#### TASK OBJECTIVE
Find the lines below holding the word "scale" and copy each of them.

Stored data
────

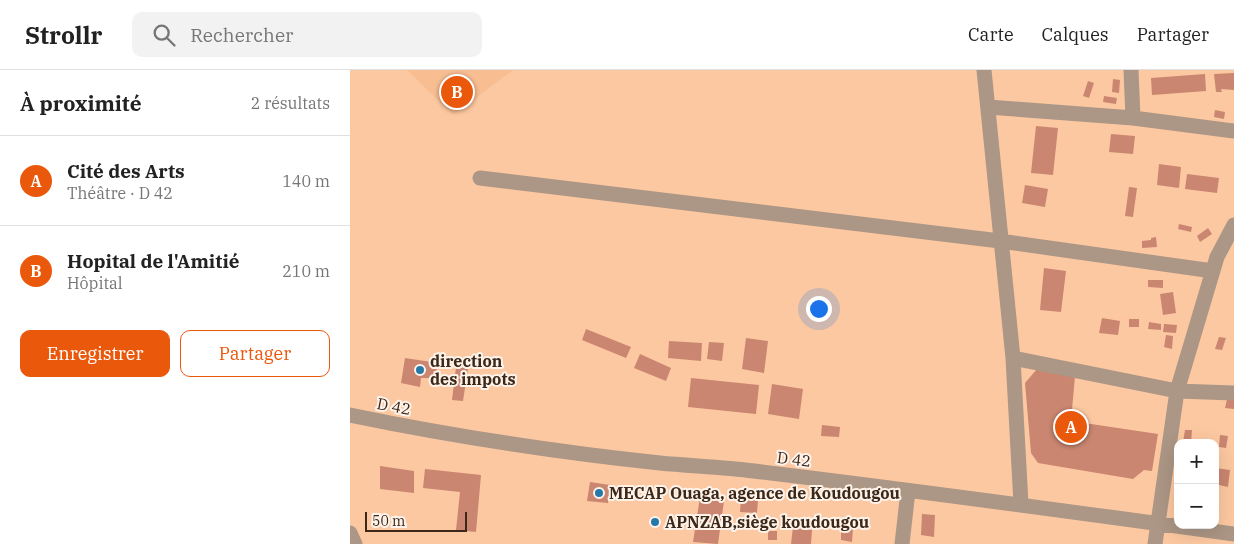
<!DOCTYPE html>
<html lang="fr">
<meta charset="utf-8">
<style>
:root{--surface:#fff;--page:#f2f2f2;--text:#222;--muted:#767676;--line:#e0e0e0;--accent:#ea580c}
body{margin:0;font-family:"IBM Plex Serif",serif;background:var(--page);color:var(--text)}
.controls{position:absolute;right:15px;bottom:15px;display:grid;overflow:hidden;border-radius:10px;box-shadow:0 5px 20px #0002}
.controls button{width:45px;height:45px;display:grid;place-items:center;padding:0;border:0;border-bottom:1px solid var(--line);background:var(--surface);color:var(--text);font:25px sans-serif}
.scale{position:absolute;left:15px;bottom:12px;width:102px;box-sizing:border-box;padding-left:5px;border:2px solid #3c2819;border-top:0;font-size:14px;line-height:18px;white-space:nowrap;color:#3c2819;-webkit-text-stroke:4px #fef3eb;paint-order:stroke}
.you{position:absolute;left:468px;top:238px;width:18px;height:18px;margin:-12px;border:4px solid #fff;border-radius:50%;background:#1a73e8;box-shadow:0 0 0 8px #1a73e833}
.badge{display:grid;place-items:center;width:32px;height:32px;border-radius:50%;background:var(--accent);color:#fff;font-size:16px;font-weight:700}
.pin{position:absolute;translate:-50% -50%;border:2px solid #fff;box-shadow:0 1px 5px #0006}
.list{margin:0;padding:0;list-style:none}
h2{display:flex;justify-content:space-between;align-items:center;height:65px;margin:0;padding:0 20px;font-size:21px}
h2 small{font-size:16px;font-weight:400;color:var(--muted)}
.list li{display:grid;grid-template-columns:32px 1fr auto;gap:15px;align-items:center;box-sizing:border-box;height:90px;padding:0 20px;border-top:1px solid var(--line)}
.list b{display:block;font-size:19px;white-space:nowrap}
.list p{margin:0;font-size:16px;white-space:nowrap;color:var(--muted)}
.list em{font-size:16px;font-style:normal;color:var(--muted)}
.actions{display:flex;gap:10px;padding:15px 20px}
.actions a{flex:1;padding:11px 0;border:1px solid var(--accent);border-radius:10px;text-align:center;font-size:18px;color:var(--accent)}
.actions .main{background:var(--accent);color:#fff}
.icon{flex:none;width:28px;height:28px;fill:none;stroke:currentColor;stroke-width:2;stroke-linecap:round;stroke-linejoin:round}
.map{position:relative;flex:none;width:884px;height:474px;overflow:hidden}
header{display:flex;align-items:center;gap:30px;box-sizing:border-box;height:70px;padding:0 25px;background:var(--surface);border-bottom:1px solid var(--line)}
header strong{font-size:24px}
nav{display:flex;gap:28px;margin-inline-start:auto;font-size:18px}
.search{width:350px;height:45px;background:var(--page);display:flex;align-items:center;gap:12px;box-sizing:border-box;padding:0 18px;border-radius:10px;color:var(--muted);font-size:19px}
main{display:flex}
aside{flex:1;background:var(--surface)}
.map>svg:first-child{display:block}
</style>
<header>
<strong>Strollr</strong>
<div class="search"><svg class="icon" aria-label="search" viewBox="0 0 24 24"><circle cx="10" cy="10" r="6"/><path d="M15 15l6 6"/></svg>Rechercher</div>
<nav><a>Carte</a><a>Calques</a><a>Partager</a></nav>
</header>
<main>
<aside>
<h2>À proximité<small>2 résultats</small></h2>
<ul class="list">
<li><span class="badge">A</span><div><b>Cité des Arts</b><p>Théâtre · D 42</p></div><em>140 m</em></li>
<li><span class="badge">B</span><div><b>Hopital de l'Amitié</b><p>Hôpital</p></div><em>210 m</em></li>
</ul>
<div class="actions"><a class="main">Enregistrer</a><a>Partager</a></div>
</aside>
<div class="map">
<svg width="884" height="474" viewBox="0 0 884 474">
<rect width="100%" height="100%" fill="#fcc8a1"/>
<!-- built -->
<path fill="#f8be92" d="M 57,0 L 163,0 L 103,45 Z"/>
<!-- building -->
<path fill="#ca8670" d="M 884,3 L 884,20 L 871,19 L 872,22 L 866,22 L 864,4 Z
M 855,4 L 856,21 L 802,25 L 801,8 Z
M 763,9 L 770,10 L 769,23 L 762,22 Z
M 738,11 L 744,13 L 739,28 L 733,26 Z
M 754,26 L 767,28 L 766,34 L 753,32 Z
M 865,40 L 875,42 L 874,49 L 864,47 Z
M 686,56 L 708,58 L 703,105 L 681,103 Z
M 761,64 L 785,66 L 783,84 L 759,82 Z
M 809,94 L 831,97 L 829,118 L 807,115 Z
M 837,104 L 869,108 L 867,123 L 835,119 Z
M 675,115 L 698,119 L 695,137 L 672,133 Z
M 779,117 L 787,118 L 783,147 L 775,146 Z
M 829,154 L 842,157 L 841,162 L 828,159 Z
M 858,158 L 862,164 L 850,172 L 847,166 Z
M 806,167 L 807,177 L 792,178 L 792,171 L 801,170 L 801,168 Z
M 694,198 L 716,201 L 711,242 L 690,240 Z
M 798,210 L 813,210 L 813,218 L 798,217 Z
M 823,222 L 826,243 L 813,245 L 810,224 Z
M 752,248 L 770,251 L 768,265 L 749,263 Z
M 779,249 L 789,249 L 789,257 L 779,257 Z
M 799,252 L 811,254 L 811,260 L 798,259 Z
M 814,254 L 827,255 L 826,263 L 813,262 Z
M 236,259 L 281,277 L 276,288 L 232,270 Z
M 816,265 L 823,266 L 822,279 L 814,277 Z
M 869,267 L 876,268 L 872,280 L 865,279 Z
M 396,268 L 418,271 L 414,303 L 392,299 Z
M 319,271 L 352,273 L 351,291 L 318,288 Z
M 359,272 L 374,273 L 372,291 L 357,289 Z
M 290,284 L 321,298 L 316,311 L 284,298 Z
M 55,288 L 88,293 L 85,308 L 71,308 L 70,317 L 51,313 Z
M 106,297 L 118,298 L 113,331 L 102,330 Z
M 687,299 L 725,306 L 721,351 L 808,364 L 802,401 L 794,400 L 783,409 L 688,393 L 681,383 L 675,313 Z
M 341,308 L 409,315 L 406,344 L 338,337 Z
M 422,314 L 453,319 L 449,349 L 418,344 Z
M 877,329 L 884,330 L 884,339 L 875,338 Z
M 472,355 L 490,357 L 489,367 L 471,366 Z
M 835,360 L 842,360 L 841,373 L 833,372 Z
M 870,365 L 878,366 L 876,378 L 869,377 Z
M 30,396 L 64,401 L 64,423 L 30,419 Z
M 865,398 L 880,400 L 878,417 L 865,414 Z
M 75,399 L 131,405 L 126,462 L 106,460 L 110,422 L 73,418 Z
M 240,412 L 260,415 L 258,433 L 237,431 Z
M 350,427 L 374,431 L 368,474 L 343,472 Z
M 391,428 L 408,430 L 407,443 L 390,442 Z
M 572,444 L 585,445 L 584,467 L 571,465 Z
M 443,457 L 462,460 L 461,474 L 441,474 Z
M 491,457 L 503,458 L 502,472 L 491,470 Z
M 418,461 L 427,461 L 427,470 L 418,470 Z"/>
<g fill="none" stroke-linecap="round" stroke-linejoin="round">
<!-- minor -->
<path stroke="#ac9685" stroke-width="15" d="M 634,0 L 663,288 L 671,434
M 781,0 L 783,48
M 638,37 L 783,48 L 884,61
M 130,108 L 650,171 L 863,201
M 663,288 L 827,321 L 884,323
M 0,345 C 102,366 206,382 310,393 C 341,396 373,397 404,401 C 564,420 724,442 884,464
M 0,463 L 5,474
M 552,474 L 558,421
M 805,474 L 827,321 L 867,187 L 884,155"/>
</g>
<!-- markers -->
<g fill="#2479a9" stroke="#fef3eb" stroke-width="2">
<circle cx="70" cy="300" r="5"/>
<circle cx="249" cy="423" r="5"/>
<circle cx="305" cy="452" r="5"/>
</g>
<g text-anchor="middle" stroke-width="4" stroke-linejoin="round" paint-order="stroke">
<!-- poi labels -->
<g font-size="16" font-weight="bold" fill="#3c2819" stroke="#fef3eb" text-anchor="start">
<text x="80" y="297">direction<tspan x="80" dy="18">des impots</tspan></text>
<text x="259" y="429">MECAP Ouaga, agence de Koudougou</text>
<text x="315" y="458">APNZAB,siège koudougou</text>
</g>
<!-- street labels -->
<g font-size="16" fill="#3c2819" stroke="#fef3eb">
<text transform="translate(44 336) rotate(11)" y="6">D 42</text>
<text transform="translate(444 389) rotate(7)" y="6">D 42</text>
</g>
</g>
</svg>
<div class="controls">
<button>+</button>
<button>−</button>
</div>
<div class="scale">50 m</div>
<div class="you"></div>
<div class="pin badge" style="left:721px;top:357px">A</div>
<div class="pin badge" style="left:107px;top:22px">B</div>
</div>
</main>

────

#### RESULT FOR THIS EXERCISE
.scale{position:absolute;left:15px;bottom:12px;width:102px;box-sizing:border-box;padding-left:5px;border:2px solid #3c2819;border-top:0;font-size:14px;line-height:18px;white-space:nowrap;color:#3c2819;-webkit-text-stroke:4px #fef3eb;paint-order:stroke}
<div class="scale">50 m</div>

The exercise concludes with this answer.